Aides a réalisé depuis plusieurs semaines des rencontres avec des candidats à la présidentielle sur la question du VIH/sida. Quel bilan tirez-vous de ces rencontres ?

Un bilan contrasté, pour le moins. Certains candidats ont répondu rapidement, et avec enthousiasme, déployant dans leur approche une réelle proximité avec les préoccupations de Aides. D’autres ont répondu aux questions, sans se prêter au jeu de la rencontre qui permet pourtant de mieux ressentir un positionnement et d’en donner un écho fidèle auprès de tous ceux qui luttent contre le sida.

Parmi les propositions ou engagements qui vous ont été faits par les candidats, qu’est ce qui vous a semblé le plus pertinent, le plus adapté aux six chantiers sur lesquels Aides a plus spécifiquement travaillé ?

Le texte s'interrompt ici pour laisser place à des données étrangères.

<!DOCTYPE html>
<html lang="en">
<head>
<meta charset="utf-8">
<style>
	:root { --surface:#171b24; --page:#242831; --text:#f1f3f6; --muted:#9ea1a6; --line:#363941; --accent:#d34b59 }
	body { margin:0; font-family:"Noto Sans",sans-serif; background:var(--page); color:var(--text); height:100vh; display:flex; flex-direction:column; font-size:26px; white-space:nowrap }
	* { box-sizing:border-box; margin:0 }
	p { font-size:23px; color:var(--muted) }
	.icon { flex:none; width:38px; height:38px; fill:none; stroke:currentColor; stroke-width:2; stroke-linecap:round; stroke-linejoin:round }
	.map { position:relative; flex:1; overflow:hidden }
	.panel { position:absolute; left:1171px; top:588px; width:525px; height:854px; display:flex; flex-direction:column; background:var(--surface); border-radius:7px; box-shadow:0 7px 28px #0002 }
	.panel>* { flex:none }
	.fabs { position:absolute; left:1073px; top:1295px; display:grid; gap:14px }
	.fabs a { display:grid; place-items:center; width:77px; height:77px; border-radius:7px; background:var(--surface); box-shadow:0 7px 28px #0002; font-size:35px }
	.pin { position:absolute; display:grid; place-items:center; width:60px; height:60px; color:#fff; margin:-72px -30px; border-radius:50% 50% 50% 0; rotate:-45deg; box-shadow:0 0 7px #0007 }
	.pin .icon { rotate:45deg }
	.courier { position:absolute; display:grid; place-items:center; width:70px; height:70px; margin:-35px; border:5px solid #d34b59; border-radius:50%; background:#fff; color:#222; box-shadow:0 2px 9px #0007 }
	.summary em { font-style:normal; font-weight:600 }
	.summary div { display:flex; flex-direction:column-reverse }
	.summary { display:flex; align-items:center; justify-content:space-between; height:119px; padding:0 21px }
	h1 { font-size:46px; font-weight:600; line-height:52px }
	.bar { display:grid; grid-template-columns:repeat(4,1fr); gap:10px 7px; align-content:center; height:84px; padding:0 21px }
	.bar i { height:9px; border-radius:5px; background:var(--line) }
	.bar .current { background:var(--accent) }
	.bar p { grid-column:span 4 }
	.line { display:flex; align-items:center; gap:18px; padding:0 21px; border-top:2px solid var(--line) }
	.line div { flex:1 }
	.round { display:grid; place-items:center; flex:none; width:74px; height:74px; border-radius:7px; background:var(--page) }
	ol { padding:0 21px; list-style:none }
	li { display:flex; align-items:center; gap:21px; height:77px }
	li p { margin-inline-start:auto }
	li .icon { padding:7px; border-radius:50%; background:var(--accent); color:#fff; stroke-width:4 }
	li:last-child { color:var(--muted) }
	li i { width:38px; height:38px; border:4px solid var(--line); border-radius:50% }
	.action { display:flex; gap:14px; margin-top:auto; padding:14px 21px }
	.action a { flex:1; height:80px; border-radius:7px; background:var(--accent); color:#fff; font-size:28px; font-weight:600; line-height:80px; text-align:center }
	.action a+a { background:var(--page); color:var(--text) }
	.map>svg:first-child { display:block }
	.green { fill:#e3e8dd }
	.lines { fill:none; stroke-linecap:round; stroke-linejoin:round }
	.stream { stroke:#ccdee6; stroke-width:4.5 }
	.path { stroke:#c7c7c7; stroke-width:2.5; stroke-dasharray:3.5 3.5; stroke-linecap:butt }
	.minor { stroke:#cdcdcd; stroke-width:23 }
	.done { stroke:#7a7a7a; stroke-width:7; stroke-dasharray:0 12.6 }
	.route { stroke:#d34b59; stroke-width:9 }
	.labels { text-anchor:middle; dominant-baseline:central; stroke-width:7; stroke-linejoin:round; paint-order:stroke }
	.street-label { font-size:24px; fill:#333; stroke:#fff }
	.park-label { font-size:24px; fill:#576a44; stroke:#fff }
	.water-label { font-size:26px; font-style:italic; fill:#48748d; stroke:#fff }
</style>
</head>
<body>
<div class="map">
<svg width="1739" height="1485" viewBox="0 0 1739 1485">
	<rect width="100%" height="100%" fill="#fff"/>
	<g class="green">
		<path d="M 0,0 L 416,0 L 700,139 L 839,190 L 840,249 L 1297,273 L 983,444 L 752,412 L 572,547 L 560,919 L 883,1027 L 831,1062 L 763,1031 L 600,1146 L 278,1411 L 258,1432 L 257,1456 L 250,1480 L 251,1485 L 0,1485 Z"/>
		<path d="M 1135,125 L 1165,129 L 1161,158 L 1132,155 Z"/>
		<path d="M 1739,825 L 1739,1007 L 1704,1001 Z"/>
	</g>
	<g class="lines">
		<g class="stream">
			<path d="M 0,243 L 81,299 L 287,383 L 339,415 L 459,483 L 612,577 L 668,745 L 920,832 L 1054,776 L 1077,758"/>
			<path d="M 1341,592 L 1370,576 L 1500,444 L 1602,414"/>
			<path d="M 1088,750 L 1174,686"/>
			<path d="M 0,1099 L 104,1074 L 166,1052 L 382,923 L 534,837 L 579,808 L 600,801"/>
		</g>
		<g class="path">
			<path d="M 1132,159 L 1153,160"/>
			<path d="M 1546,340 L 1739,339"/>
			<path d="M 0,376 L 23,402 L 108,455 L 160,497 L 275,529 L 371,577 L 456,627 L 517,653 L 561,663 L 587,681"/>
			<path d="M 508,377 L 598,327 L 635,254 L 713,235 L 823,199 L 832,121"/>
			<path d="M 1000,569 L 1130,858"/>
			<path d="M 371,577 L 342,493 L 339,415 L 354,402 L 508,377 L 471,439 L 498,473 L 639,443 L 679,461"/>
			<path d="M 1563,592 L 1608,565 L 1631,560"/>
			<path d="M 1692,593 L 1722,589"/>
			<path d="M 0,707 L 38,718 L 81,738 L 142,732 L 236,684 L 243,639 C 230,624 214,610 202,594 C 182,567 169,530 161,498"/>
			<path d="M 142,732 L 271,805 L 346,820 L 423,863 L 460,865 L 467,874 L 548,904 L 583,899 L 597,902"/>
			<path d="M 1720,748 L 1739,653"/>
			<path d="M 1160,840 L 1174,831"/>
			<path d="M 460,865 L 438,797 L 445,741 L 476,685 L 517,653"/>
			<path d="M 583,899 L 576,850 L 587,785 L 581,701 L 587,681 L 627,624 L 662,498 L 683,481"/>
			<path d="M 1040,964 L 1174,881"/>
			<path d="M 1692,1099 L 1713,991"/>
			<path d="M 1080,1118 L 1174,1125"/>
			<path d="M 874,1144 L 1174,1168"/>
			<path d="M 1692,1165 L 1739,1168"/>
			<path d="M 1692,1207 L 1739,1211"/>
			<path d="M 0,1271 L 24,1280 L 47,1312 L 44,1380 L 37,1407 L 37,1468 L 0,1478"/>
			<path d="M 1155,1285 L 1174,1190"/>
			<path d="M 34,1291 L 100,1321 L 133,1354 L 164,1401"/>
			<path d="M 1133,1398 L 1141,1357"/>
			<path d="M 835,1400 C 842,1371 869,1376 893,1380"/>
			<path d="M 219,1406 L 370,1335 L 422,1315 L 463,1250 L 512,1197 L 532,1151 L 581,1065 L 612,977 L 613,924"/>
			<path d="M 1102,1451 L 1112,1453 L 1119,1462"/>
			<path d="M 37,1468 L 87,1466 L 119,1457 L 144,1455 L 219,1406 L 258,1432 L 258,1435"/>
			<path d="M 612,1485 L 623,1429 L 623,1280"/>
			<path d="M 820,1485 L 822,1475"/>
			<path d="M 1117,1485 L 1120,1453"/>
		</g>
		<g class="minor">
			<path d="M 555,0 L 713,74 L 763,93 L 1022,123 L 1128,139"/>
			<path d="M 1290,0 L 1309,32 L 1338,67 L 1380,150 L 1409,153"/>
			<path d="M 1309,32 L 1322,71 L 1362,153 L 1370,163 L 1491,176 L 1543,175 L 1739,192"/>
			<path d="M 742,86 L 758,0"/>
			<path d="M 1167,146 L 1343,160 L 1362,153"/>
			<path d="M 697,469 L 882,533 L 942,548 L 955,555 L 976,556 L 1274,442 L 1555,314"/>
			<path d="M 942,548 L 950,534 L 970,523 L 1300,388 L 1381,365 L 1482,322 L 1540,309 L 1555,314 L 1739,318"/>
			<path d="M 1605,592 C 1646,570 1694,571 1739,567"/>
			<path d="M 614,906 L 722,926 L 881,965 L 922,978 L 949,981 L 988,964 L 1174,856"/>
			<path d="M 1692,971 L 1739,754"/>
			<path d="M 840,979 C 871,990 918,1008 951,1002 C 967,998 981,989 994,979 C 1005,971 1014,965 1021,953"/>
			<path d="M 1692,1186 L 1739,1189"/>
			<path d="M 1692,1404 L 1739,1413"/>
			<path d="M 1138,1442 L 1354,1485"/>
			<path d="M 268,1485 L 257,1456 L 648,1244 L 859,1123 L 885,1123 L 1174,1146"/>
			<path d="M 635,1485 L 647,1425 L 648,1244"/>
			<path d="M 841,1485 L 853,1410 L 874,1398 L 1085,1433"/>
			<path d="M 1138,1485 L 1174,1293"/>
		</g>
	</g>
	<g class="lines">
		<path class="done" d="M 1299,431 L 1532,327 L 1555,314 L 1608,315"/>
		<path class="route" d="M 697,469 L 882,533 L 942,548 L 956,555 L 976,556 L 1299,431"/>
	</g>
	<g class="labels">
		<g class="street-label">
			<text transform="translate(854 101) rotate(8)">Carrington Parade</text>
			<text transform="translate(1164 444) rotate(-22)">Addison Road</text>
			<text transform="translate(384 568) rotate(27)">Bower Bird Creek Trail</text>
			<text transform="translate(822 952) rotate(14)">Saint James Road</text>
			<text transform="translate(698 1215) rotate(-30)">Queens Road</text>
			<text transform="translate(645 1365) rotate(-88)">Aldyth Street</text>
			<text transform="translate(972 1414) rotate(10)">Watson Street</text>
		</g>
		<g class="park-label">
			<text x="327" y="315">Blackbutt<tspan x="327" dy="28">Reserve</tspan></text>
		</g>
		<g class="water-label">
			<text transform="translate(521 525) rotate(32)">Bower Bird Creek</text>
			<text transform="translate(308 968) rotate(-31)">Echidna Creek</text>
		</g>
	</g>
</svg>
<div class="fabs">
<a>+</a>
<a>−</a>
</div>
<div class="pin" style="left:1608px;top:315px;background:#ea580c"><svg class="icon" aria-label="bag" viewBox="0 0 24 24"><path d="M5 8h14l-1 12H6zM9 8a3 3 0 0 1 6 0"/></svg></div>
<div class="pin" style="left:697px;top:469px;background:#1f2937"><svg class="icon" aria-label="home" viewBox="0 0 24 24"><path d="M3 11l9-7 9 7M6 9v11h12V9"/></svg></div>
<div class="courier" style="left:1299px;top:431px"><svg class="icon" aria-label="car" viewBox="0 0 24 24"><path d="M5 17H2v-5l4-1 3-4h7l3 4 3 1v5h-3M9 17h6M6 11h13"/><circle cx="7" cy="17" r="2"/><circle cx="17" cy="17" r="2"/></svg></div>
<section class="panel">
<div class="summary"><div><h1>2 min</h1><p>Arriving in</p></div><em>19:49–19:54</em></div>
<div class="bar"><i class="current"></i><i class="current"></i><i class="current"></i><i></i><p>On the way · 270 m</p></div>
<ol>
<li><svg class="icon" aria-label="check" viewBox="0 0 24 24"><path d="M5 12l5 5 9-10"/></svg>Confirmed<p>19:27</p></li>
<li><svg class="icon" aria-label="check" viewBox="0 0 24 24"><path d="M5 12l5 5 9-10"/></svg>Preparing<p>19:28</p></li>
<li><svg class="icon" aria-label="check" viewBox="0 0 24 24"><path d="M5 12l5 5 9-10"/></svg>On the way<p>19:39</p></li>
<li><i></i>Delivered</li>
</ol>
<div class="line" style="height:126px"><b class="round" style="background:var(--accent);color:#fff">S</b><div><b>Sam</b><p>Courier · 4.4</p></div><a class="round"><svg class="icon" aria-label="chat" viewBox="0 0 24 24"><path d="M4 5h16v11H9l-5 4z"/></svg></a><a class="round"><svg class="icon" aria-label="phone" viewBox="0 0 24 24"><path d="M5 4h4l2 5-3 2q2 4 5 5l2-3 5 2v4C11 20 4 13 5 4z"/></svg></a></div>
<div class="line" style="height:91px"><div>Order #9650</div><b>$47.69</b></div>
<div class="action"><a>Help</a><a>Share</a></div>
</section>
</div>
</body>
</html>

Les réponses recueillies à propos de l’engagement international montrent que les candidats se situent dans une certaine filiation française volontariste face à la pandémie. Certains ont précisé qu’ils faisaient du respect de l’engagement sur les 0, 7 % de PIB affecté à l’aide au développement un objectif à atteindre le plus rapidement possible. Sur la politique intérieure, les réponses sont plus évasives, sauf pour deux candidats qui suivent la proposition de Aides sur l’ouverture de la CMU aux étrangers même en situation irrégulière. Au Parti Socialiste, la discussion est en revanche bloquée sur cette question : la solution préconisée est celle d’un retour à l’AME dans le cadre antérieur aux dernières modifications intervenues. Pour prendre un autre exemple, de nombreux candidats estiment qu’ils faut faire "bouger les lignes" en prison, avec des propos généreux sur la dignité humaine mais avec des engagements plus relatifs sur l’accès à l’injection "propre" : ainsi Nicolas Sarkozy dit-il que seule la généralisation de la substitution est envisageable.

Dans votre présentation des "six chantiers pour une société plus tolérante !", vous évoquez le contexte actuel de pénalisation croissante de la transmission sexuelle du VIH. Cette question a t-elle été abordée par les candidats et quelles sont leurs positions ?

Il est significatif que ce thème n’ait pas été abordé par les candidats. Comme les lecteurs d’ "Illico" s’en souviennent une première tentative de faire de la transmission sexuelle du VIH/sida un délit spécifique a déjà échoué. Lorsque des procès sont venus dans l’actualité, le Sénat a réalisé une étude de législation comparée qui montre que l’appareil pénal français est largement suffisant. Il est heureux qu’il n’y ait donc pas eu de surenchère sur ce sujet.

De campagne en campagne, on a le sentiment que si les associations de lutte contre le sida ,et plus particulièrement Aides, n’abordaient pas la question du VIH/sida, les candidats ne s’en saisiraient pas. Comment expliquez-vous cela ?

La donne a changé. Avec l’arrivée des trithérapies et avec un certain "cantonnement" de l’épidémie en France, même si l’on sait qu’elle reste sur un niveau encore beaucoup trop élevé. Dans ces conditions, le sida fait moins l’actualité. Ce qui est regrettable car plus que jamais, le sida se combat par la politique. Et si les politiques n’en parlent pas, la conscience de l’opinion ne se forme pas. Malgré ce constat, c’est un vrai succès que d’avoir vécu l’enthousiasme des candidats pour figurer sur l’affiche "Et si j’étais séropositif(ve) est-ce que vous voteriez pour moi ?". Cela permet d’avancer un peu plus sur la "dicibilité" du statut de séropositif et la reconnaissance des séropositifs comme des citoyens à part entière.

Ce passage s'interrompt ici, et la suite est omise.